What is expected
Every entry that follows needs to be repeated exactly.

Source information

##############################

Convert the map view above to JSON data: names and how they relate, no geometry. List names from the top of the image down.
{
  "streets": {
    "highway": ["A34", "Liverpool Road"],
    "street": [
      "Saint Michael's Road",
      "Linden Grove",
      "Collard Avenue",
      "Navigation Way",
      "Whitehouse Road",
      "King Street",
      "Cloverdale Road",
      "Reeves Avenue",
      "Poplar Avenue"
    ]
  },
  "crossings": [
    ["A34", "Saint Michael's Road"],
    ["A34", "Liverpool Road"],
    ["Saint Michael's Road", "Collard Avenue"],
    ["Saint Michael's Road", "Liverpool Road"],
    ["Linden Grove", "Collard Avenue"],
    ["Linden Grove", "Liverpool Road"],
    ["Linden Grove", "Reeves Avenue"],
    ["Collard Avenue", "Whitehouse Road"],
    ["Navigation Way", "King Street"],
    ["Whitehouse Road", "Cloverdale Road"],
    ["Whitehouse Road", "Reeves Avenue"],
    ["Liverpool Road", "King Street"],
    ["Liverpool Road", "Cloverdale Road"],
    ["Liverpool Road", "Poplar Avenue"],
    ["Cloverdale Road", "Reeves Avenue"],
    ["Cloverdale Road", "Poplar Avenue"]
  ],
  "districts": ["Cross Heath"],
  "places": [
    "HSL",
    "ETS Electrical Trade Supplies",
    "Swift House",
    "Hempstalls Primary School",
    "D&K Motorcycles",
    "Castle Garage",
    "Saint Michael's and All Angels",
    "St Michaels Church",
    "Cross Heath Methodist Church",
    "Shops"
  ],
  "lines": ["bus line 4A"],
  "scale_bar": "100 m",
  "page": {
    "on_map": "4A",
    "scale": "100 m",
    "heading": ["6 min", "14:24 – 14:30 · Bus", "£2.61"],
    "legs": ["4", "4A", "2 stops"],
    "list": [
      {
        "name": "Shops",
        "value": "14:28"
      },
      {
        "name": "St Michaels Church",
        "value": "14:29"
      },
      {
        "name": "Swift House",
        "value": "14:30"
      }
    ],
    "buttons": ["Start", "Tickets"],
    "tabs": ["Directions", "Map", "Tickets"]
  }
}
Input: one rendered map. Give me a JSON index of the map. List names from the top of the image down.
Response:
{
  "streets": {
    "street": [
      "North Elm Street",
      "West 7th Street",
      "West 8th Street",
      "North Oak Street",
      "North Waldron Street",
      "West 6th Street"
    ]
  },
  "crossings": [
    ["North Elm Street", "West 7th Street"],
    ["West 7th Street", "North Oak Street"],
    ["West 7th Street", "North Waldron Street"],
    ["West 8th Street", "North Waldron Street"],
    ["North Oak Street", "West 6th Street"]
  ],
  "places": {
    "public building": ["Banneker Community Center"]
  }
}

##############################

Result of this task
Convert the map view above to JSON data: names and how they relate, no geometry. List names from the top of the image down.
{
  "streets": {
    "highway": ["A34", "Liverpool Road"],
    "street": [
      "Saint Michael's Road",
      "Linden Grove",
      "Collard Avenue",
      "Navigation Way",
      "Whitehouse Road",
      "King Street",
      "Cloverdale Road",
      "Reeves Avenue",
      "Poplar Avenue"
    ]
  },
  "crossings": [
    ["A34", "Saint Michael's Road"],
    ["A34", "Liverpool Road"],
    ["Saint Michael's Road", "Collard Avenue"],
    ["Saint Michael's Road", "Liverpool Road"],
    ["Linden Grove", "Collard Avenue"],
    ["Linden Grove", "Liverpool Road"],
    ["Linden Grove", "Reeves Avenue"],
    ["Collard Avenue", "Whitehouse Road"],
    ["Navigation Way", "King Street"],
    ["Whitehouse Road", "Cloverdale Road"],
    ["Whitehouse Road", "Reeves Avenue"],
    ["Liverpool Road", "King Street"],
    ["Liverpool Road", "Cloverdale Road"],
    ["Liverpool Road", "Poplar Avenue"],
    ["Cloverdale Road", "Reeves Avenue"],
    ["Cloverdale Road", "Poplar Avenue"]
  ],
  "districts": ["Cross Heath"],
  "places": [
    "HSL",
    "ETS Electrical Trade Supplies",
    "Swift House",
    "Hempstalls Primary School",
    "D&K Motorcycles",
    "Castle Garage",
    "Saint Michael's and All Angels",
    "St Michaels Church",
    "Cross Heath Methodist Church",
    "Shops"
  ],
  "lines": ["bus line 4A"],
  "scale_bar": "100 m",
  "page": {
    "on_map": "4A",
    "scale": "100 m",
    "heading": ["6 min", "14:24 – 14:30 · Bus", "£2.61"],
    "legs": ["4", "4A", "2 stops"],
    "list": [
      {
        "name": "Shops",
        "value": "14:28"
      },
      {
        "name": "St Michaels Church",
        "value": "14:29"
      },
      {
        "name": "Swift House",
        "value": "14:30"
      }
    ],
    "buttons": ["Start", "Tickets"],
    "tabs": ["Directions", "Map", "Tickets"]
  }
}
Input: one rendered map. Give me a JSON index of the map. List names from the top of the image down.
Response:
{
  "streets": {
    "street": [
      "North Elm Street",
      "West 7th Street",
      "West 8th Street",
      "North Oak Street",
      "North Waldron Street",
      "West 6th Street"
    ]
  },
  "crossings": [
    ["North Elm Street", "West 7th Street"],
    ["West 7th Street", "North Oak Street"],
    ["West 7th Street", "North Waldron Street"],
    ["West 8th Street", "North Waldron Street"],
    ["North Oak Street", "West 6th Street"]
  ],
  "places": {
    "public building": ["Banneker Community Center"]
  }
}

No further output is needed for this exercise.